Propios y extraños en un tren

Mark Cousins nos interpela en nombre del mismísimo Alfred Hitchcock en su último largometraje, cuyo título no deja lugar a dudas: My Name Is Alfred Hitchcock es una disección típicamente cousinsiana de la puesta en escena del realizador de Vertigo o, mejor dicho, de la filosofía que reside detrás de los aspectos técnicos y creativos del trabajo hitchcockiano. El teórico y cineasta irlandés nos muestra, con su proverbial apasionamiento, cómo una posición extrañamente elevada de la cámara, un travelling a través del marco de una puerta o un simple salto de un plano a otro operan con precisión y delicadeza a favor del engranaje del suspense, del sentido del juego o del ardiente deseo que recorre los gestos y las miradas del cine de Hitchcock.

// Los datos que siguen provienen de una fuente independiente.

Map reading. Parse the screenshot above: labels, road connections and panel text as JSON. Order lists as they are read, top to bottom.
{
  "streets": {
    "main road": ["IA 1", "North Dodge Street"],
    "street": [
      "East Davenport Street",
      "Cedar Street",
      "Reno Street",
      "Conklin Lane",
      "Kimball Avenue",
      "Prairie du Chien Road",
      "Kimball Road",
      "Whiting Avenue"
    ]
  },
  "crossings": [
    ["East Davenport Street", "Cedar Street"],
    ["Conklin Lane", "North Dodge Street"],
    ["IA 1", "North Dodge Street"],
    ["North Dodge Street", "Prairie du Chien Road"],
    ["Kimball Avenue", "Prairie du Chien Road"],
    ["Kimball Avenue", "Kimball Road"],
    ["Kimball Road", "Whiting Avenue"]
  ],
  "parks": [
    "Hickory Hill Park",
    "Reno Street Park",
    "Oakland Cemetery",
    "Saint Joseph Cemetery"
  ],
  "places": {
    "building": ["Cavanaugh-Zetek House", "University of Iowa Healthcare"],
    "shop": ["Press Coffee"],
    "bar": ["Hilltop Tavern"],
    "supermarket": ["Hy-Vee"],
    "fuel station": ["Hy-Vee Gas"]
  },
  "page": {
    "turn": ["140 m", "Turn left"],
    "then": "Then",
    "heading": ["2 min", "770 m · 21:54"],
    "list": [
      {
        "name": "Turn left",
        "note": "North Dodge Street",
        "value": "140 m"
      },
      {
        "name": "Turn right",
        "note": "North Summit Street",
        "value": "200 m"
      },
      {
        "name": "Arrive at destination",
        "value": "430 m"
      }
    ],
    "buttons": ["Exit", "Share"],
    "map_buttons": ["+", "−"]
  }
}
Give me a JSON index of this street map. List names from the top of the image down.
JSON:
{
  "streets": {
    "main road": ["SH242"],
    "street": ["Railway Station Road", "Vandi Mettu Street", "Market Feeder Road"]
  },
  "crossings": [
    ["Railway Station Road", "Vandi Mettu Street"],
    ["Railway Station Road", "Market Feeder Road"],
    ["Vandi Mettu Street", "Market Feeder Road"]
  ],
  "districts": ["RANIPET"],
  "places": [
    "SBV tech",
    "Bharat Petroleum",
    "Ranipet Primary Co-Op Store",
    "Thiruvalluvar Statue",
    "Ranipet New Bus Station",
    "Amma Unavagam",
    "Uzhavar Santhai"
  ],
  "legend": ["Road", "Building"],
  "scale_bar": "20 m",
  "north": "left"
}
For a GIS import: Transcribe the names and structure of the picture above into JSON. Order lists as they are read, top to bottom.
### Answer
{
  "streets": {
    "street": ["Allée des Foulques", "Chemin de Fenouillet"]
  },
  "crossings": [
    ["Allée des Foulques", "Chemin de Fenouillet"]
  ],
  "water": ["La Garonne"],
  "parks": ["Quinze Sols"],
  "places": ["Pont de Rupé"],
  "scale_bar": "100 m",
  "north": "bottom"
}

Pero, insisto, Cousins lo hace jugando él mismo con nosotros, los espectadores, al usar una voz idéntica o casi idéntica a la del viejo Hitch que nos habla en off y en primera persona. En la era de la inteligencia artificial y de la posverdad, el chiste de Cousins consiste en suplantar al cineasta y elaborar un discurso propio como si emanara directamente de Hitchcock; pero lo hace, bien entendu, con nuestra complicidad. En cierto sentido, My Name Is Alfred Hitchcock nos demuestra que los mecanismos del cine hitchcockiano tienen un perfecto encaje o, mejor dicho, siguen atesorando un gran valor en mitad del gran tinglado digital en el que andamos inmersos. Que todo, en definitiva, es una cuestión de buen gusto y de honestidad, valores siempre necesarios para ponderar el acierto o desacierto de la puesta en escena.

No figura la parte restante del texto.